Riekie came to tutor my children, but there was not much of that….. according to Heinrich no child may do school work on their birthday.


Heinrich wanted to eat sushi for his birthday so we went to Ocean basket and he had his own platter! What a great day. The only thing missing was dad.

Back Home Today

Melkbosstrand, Western Cape

Time to say goodbye.

I guess that bad times come to an end, and good times too. The first weeks in Cape Town was a time I dreaded for years and I am so glad that it is in the past now, but we did have a lovely time afterward in Bloubergstrand.

I am ready to go home.

Heinrich still needs to heal and the road ahead is not as clear as I would like it to be. But like Stormie Omartian the author wrote, I also pray: please Lord give me

Just Enough Light for the Step I’m On

A View over Bloubergstrand


What a lovely view we had in Bloubergstrand. We had to stay near the hospital for another 2 weeks after Heinrich’s operation. We took periodic visits to the hospital to take blood tests and x-rays and to see Dr Susan Vosloo. She needed to adjust his medication in this time period before we could drive back home.


Heinrich took on the cold Atlantic ocean water and enjoyed it!



Paternoster was just perfect today.

We had lovely weather and we sat outside looking at the ocean, having a great meal at the Voorstrandt Restaurant. The kids had fun!

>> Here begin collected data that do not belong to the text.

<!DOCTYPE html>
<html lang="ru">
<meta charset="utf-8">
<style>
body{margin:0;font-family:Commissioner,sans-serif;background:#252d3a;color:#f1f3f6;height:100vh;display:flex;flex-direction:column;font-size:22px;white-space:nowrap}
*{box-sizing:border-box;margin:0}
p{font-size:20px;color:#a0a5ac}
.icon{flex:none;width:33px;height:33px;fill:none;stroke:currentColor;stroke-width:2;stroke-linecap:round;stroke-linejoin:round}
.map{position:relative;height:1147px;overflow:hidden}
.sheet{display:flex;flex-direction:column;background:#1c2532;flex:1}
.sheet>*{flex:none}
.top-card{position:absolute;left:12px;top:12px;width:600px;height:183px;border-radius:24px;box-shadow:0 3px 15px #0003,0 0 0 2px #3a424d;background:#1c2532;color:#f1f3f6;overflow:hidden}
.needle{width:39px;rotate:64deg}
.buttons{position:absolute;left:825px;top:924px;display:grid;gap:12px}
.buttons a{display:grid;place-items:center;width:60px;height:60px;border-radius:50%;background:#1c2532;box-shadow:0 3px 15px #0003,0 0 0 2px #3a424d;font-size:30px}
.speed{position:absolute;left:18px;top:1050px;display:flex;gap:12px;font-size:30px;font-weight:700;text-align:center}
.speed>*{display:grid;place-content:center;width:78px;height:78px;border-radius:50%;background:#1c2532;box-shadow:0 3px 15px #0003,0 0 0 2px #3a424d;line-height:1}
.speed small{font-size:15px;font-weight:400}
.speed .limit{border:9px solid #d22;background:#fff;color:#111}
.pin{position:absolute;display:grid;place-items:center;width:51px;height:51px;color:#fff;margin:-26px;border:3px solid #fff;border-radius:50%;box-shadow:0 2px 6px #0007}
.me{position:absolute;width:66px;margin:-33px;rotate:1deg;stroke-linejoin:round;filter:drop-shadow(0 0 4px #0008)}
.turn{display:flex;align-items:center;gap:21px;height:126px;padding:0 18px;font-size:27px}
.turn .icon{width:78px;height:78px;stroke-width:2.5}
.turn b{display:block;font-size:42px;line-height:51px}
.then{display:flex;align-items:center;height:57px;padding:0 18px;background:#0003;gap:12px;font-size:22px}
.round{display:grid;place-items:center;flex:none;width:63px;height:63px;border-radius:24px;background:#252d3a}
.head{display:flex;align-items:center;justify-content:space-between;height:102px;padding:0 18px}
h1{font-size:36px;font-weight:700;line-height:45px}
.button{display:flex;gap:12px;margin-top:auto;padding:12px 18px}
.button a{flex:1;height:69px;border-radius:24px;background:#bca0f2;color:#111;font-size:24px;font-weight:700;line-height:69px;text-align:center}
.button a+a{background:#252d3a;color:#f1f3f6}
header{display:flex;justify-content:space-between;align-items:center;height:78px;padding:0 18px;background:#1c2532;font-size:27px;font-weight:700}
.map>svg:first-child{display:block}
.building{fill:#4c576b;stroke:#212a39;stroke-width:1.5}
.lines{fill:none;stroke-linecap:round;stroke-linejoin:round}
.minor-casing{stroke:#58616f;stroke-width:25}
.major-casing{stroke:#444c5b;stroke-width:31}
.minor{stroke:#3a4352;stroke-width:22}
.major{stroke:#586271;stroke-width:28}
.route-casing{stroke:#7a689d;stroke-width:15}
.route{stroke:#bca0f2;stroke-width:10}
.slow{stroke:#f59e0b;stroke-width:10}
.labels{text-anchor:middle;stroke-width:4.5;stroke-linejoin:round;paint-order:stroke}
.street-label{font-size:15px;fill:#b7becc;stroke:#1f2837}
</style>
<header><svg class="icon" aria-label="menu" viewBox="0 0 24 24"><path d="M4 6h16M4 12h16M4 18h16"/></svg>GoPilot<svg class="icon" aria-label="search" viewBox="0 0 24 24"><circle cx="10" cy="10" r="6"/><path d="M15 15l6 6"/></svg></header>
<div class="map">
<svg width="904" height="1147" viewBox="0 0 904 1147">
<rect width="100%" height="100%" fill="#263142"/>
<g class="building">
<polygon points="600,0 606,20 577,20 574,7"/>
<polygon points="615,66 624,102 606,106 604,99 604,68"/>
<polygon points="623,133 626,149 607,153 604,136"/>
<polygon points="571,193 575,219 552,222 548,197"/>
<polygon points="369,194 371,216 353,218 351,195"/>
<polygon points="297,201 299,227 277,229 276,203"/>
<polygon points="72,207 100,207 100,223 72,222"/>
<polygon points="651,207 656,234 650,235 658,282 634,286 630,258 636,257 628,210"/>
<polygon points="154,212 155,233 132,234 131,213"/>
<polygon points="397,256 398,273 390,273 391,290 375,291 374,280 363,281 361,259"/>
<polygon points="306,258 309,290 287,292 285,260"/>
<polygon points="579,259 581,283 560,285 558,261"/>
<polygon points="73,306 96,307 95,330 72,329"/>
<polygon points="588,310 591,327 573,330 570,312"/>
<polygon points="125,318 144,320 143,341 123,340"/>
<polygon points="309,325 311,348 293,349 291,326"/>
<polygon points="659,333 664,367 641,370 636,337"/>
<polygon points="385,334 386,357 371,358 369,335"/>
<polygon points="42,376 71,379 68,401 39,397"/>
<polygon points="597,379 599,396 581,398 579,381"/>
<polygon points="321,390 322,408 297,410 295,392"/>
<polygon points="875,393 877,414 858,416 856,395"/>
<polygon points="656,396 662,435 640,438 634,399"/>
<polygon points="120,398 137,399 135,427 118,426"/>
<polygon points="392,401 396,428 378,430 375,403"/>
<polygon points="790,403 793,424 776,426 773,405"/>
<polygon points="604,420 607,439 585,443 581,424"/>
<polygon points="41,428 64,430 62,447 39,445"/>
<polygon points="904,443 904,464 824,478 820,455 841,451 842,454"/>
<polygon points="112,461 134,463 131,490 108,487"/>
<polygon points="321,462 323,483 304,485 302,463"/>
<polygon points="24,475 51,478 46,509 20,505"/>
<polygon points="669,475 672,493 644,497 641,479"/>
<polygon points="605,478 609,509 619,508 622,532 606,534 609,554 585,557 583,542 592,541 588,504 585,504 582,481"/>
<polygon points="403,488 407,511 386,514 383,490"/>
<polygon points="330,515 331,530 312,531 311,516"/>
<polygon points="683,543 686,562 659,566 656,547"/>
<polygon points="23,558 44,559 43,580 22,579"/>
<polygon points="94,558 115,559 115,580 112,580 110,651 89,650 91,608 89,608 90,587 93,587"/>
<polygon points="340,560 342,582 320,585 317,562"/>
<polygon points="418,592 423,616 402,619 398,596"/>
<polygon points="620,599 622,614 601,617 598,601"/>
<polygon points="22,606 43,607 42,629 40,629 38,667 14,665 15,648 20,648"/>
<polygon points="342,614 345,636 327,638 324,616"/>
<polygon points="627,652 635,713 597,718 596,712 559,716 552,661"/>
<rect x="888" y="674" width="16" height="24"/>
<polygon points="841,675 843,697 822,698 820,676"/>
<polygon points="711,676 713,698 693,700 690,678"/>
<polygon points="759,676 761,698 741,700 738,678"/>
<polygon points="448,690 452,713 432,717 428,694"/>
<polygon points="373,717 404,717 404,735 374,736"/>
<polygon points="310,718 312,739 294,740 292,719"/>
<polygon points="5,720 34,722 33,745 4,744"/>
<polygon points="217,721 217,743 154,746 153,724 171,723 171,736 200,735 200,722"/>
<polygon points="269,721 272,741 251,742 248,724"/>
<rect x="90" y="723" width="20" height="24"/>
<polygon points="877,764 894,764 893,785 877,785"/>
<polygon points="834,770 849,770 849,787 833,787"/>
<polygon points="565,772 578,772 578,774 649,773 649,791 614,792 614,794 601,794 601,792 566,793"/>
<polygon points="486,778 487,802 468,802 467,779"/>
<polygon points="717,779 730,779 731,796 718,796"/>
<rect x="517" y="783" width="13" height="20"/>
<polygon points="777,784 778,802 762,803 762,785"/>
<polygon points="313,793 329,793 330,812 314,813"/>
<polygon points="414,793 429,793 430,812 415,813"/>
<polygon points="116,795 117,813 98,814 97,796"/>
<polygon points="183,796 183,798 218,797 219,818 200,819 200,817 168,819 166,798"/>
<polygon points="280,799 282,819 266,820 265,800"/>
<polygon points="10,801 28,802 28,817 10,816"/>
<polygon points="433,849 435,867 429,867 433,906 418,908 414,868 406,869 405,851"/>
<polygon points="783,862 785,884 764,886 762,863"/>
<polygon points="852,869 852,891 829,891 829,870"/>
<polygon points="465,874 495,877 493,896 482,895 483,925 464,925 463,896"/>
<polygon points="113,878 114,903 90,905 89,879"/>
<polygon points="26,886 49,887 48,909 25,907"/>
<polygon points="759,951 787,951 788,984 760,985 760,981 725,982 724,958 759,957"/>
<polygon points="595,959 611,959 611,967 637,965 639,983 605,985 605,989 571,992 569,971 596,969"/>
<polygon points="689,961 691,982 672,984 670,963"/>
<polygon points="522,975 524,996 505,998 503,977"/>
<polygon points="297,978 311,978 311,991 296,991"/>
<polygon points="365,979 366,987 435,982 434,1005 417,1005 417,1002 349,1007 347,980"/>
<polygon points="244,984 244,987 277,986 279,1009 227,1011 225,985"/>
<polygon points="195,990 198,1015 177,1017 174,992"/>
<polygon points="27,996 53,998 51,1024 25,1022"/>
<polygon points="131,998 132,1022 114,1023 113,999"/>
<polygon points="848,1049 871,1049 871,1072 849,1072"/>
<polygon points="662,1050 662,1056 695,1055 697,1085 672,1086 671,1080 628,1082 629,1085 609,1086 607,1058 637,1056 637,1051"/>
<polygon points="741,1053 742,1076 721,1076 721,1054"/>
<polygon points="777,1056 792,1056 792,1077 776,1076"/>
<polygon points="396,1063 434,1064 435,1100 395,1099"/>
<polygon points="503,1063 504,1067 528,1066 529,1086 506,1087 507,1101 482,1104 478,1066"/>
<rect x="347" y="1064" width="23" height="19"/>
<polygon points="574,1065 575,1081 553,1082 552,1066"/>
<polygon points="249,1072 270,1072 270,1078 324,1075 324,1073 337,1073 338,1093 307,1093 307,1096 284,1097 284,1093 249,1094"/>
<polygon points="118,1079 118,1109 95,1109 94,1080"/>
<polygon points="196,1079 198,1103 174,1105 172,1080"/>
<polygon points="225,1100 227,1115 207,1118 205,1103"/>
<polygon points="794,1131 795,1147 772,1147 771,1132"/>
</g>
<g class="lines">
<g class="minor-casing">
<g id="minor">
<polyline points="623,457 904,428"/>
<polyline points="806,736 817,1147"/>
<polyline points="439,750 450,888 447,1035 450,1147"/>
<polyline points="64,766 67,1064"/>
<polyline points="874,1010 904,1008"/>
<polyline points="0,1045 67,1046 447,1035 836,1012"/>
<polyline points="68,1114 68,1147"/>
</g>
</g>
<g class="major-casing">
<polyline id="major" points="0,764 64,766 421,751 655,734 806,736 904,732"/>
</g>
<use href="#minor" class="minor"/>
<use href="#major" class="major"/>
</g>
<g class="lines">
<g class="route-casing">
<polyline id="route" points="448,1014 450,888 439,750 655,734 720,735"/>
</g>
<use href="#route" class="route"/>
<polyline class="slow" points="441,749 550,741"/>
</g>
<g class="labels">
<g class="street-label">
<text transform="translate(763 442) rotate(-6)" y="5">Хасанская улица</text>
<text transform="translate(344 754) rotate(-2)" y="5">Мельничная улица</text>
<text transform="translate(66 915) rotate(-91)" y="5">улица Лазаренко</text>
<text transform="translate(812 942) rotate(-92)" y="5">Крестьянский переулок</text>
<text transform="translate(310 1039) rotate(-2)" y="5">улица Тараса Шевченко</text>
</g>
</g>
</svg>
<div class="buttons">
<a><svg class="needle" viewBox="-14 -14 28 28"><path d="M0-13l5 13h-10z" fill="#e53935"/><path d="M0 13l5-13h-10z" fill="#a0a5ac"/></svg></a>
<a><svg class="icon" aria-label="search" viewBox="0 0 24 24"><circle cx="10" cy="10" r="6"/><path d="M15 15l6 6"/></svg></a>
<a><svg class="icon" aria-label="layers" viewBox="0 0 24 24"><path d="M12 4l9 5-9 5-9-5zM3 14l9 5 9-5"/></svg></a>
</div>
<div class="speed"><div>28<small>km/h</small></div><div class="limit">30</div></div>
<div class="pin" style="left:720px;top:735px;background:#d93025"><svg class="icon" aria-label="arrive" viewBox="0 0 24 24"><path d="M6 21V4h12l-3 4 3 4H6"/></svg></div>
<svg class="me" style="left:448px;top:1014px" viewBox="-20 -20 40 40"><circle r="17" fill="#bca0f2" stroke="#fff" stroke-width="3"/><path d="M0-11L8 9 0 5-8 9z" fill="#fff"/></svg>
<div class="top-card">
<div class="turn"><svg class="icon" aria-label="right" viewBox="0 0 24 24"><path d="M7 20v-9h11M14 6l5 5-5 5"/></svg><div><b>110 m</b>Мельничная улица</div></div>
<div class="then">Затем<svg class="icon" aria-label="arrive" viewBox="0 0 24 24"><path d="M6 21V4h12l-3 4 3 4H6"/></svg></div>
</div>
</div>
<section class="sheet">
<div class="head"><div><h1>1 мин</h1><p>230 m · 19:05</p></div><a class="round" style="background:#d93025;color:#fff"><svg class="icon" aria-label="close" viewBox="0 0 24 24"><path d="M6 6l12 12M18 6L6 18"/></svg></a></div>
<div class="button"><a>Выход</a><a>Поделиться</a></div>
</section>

I think it was the first day that I felt relaxed after this very long month. After every visit at Dr Susan Vosloo, she tells us that Heinrich is getting better and is healing well.

We are blessed!

Enjoying our first day in CT

Early this morning Tinus jnr and Douwe were picked up by a friend in Klerksdorp and he took them to Lanseria Airport.  Heinrich was very excited about his brothers arrival in Cape Town.

At long last the brothers are together.
 We have a nice view of Table mountain from were we are staying in Bloubergstrand.